**Exercise**
The answer must consist of each line below that contains the word "stream", copied in full.

**Raw data**
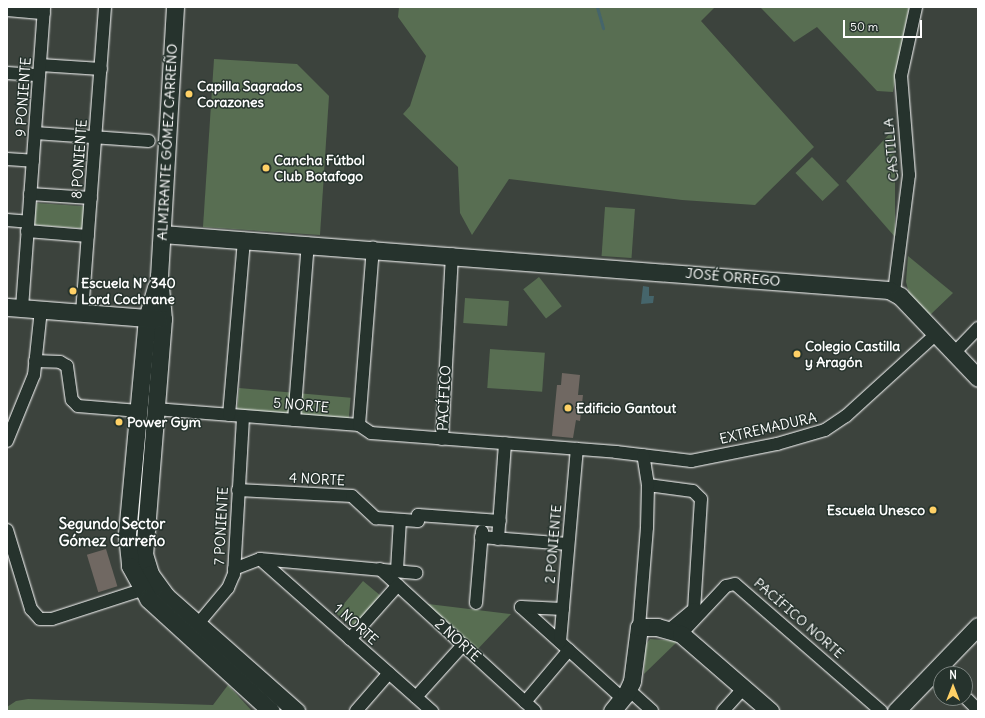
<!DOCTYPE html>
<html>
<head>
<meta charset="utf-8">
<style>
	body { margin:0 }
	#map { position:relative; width:985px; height:718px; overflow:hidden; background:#3c433d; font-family:Delius,sans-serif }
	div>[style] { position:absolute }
	.green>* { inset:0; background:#586e52; transform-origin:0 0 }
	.water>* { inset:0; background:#45656b }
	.stream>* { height:3px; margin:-1.5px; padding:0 1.5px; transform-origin:1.5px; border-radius:1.5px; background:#45656b }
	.building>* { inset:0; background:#706862; transform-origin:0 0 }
	.roads { filter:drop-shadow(0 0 1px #fff) drop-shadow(0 0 1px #fff) }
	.street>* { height:12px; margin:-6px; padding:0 6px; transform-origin:6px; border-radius:6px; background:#26332d }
	.secondary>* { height:17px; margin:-8.5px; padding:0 8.5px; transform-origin:8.5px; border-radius:8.5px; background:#26332d }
	.dots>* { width:11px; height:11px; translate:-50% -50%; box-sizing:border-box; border:2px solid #26332d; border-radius:50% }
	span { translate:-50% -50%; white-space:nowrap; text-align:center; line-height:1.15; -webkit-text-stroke:3px #26332d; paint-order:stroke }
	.poi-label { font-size:14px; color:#fff; font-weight:700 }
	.left { translate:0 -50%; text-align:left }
	.right { translate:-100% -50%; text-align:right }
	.street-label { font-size:14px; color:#fff }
	.neighbourhood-label { font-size:15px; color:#fff; font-weight:700 }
	.frame { position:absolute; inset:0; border:8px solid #fff; pointer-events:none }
	.north { position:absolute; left:933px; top:666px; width:40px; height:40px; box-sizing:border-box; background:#26332d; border:1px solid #7d8581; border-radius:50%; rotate:0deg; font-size:11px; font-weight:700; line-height:16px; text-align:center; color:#fff }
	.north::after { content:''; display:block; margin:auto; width:14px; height:18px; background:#ffd166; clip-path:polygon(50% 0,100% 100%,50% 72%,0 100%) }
	.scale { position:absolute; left:843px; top:20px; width:79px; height:18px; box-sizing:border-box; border:2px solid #fff; border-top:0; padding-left:5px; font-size:12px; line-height:14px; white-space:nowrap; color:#fff; -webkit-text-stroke:3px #26332d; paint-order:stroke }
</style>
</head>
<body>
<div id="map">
	<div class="green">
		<i style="clip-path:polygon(399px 7px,715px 7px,701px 21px,814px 147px,755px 205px,682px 200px,509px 179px,472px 235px,460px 213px,458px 167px,403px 114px,410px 106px,426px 56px,398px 17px)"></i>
		<i style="clip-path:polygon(760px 7px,909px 7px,893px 92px,877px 91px,817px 27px,794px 42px)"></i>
		<i style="clip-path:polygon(214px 59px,297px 64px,329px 96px,320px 235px,203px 227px)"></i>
		<i style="clip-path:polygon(892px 131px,895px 158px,895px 237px,846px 181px)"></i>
		<i style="left:812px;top:157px;width:39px;height:23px;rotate:46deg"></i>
		<i style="left:36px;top:203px;width:51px;height:22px;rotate:4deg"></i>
		<i style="left:605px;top:207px;width:30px;height:49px;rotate:4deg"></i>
		<i style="clip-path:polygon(908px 256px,953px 293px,929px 316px,910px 297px,906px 282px)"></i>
		<i style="left:539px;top:277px;width:37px;height:20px;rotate:52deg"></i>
		<i style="left:465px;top:298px;width:44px;height:25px;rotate:4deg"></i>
		<i style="left:490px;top:349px;width:55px;height:39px;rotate:4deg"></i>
		<i style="left:239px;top:388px;width:112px;height:24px;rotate:5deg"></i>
		<i style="left:363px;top:581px;width:25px;height:42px;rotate:40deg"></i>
		<i style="clip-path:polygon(420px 603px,511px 614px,475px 652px)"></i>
		<i style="clip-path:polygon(650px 639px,678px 641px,644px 674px,645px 646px)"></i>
		<i style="clip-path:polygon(228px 685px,252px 711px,7px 711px,7px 707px,16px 701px,28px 699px,213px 705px)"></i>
	</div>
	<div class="water">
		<i style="clip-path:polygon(643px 286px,649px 287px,649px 296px,654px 296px,653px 303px,641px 304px)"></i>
	</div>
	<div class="stream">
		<i style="left:597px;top:7px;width:22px;rotate:74deg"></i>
	</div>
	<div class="building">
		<i style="clip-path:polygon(562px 373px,580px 375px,578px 395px,583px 395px,580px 421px,576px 420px,573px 438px,552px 436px,557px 385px,561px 385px)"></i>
		<i style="left:106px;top:549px;width:39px;height:20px;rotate:73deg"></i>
	</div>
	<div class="roads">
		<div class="street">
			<i style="left:7px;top:10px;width:37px;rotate:5deg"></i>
			<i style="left:40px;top:65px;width:61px;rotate:3.8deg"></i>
			<i style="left:7px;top:73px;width:32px;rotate:4deg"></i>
			<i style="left:35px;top:133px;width:114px;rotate:4deg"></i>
			<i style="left:7px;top:159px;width:26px;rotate:4deg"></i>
			<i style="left:30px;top:194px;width:61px;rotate:3.8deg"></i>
			<i style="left:7px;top:220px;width:21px;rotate:5deg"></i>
			<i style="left:27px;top:231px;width:61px;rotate:4.7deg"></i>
			<i style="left:894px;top:292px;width:118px;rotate:-82.7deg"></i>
			<i style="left:909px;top:175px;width:99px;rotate:-94.6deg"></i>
			<i style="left:901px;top:76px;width:71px;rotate:-77.7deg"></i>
			<i style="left:22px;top:308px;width:302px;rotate:-85.8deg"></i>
			<i style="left:82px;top:313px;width:307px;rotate:-85.7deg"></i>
			<i style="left:954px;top:353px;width:35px;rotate:-46deg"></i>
			<i style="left:35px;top:361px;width:25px;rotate:2deg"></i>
			<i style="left:60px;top:362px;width:8px;rotate:30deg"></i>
			<i style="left:67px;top:366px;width:34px;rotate:82deg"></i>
			<i style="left:72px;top:400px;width:8px;rotate:45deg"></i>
			<i style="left:78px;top:406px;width:61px;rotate:4.7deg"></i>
			<i style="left:155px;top:409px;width:205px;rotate:4.5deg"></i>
			<i style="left:359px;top:425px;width:14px;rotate:34deg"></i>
			<i style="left:371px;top:433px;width:246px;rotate:4.4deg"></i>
			<i style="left:616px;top:452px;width:76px;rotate:6.8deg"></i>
			<i style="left:691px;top:461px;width:88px;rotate:-11.2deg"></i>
			<i style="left:777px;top:444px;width:50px;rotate:-16.3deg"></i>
			<i style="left:825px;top:430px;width:25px;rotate:-34deg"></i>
			<i style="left:846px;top:416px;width:122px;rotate:-42.3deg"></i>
			<i style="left:229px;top:415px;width:177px;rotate:-85.1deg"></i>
			<i style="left:294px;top:420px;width:177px;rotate:-85.5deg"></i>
			<i style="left:359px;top:425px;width:178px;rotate:-85.5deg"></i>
			<i style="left:442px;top:439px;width:185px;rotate:-86.9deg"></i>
			<i style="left:7px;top:441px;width:71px;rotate:-67.8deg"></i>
			<i style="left:34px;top:375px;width:65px;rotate:-83.9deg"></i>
			<i style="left:648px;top:485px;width:45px;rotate:7.6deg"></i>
			<i style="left:693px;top:491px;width:11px;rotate:45deg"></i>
			<i style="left:701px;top:499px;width:110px;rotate:93.6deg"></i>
			<i style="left:694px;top:609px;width:31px;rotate:140deg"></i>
			<i style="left:238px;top:490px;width:114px;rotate:3deg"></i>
			<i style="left:352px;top:496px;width:33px;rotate:43deg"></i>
			<i style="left:376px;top:518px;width:42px;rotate:4.1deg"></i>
			<i style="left:418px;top:521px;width:6px;rotate:-90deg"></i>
			<i style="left:418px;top:515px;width:82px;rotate:4.2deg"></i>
			<i style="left:7px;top:530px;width:83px;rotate:73.1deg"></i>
			<i style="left:31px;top:609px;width:13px;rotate:48deg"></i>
			<i style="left:40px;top:619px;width:12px"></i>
			<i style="left:52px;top:619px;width:94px;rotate:-18deg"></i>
			<i style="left:481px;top:537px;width:87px;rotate:4.6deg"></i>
			<i style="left:498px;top:539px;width:96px;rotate:-85.8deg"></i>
			<i style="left:260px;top:559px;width:230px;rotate:41.5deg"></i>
			<i style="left:234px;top:569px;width:28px;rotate:-21deg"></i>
			<i style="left:260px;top:559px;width:157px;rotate:5.1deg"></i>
			<i style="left:380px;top:569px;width:210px;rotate:42.5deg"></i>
			<i style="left:397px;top:570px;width:50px;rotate:-86.6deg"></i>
			<i style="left:476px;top:603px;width:72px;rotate:-85.2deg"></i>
			<i style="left:521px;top:607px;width:137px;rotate:42deg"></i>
			<i style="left:521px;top:607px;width:42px;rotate:2.7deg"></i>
			<i style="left:197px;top:625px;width:48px;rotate:-50deg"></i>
			<i style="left:228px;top:588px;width:15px;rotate:-67deg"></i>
			<i style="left:234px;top:574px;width:158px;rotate:-86.7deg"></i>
			<i style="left:639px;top:627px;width:100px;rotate:-85.4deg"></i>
			<i style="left:647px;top:527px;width:42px;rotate:-88.6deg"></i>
			<i style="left:648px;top:485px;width:30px;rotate:-99deg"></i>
			<i style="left:681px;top:634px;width:66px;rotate:-46.8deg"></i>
			<i style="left:726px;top:586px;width:9px;rotate:-13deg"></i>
			<i style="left:735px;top:584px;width:194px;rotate:41deg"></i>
			<i style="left:350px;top:639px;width:72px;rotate:-48.4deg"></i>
			<i style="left:560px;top:642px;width:194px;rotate:-85deg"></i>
			<i style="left:629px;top:690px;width:31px;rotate:42deg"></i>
			<i style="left:416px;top:697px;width:70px;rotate:-47.9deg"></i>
			<i style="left:965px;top:697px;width:18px;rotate:45deg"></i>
			<i style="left:525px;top:702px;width:68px;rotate:-49.8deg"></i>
			<i style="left:356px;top:711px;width:50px;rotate:-49deg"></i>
			<i style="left:723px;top:711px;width:31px;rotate:-48deg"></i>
		</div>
		<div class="secondary">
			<i style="left:175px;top:7px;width:269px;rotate:93.4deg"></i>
			<i style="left:159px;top:276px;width:43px;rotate:84.7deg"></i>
			<i style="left:163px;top:319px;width:236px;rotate:94.6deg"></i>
			<i style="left:144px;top:554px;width:21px;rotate:73deg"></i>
			<i style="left:150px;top:574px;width:27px;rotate:54deg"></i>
			<i style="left:166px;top:596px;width:174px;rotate:41.5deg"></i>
			<i style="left:162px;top:234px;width:729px;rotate:4.4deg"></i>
			<i style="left:889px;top:290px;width:13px;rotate:29deg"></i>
			<i style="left:900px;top:296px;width:113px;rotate:46.4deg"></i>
			<i style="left:156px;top:287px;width:32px;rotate:106deg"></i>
			<i style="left:147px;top:318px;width:218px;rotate:95.3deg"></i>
			<i style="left:127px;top:535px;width:31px;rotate:84deg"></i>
			<i style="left:130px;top:566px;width:38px;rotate:61deg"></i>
			<i style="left:148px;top:599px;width:166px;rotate:42.3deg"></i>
			<i style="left:7px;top:307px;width:151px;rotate:4.5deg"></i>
			<i style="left:612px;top:711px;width:22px;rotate:-51deg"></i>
			<i style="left:626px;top:694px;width:14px;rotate:-65deg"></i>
			<i style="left:632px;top:681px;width:54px;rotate:-82.6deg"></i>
			<i style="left:639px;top:627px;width:18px"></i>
			<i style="left:657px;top:627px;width:25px;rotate:16deg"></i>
			<i style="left:681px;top:634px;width:118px;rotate:40.9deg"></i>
			<i style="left:896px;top:711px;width:118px;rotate:-46deg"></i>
		</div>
	</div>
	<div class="dots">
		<i style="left:189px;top:94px;background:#ffd166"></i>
		<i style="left:266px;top:168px;background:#ffd166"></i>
		<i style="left:73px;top:291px;background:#ffd166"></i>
		<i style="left:797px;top:354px;background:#ffd166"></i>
		<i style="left:568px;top:408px;background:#ffd166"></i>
		<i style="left:119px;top:422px;background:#ffd166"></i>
		<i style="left:933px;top:510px;background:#ffd166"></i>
	</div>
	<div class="poi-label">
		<span class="left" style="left:197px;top:94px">Capilla Sagrados<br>Corazones</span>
		<span class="left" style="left:274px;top:168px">Cancha Fútbol<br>Club Botafogo</span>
		<span class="left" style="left:81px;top:291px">Escuela N° 340<br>Lord Cochrane</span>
		<span class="left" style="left:805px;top:354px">Colegio Castilla<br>y Aragón</span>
		<span class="left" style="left:576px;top:408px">Edificio Gantout</span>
		<span class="left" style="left:127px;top:422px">Power Gym</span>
		<span class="right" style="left:925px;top:510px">Escuela Unesco</span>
	</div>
	<div class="street-label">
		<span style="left:23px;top:97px;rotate:-86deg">9 PONIENTE</span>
		<span style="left:167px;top:142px;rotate:-87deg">ALMIRANTE GÓMEZ CARREÑO</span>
		<span style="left:891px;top:150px;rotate:-95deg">CASTILLA</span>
		<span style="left:79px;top:159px;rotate:-86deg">8 PONIENTE</span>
		<span style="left:733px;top:277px;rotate:5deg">JOSÉ ORREGO</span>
		<span style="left:444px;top:398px;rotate:-87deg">PACÍFICO</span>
		<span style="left:301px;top:405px;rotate:5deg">5 NORTE</span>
		<span style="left:768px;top:428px;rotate:-13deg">EXTREMADURA</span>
		<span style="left:317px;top:479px;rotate:3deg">4 NORTE</span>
		<span style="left:221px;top:526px;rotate:-87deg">7 PONIENTE</span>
		<span style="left:553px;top:544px;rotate:-85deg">2 PONIENTE</span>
		<span style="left:799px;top:618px;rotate:41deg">PACÍFICO NORTE</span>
		<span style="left:356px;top:624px;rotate:42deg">1 NORTE</span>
		<span style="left:458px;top:640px;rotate:42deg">2 NORTE</span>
	</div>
	<div class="neighbourhood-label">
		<span style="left:112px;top:532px">Segundo Sector<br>Gómez Carreño</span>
	</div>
	<div class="frame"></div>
	<div class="north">N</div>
	<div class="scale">50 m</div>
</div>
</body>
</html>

**Task output**
	.stream>* { height:3px; margin:-1.5px; padding:0 1.5px; transform-origin:1.5px; border-radius:1.5px; background:#45656b }
	<div class="stream">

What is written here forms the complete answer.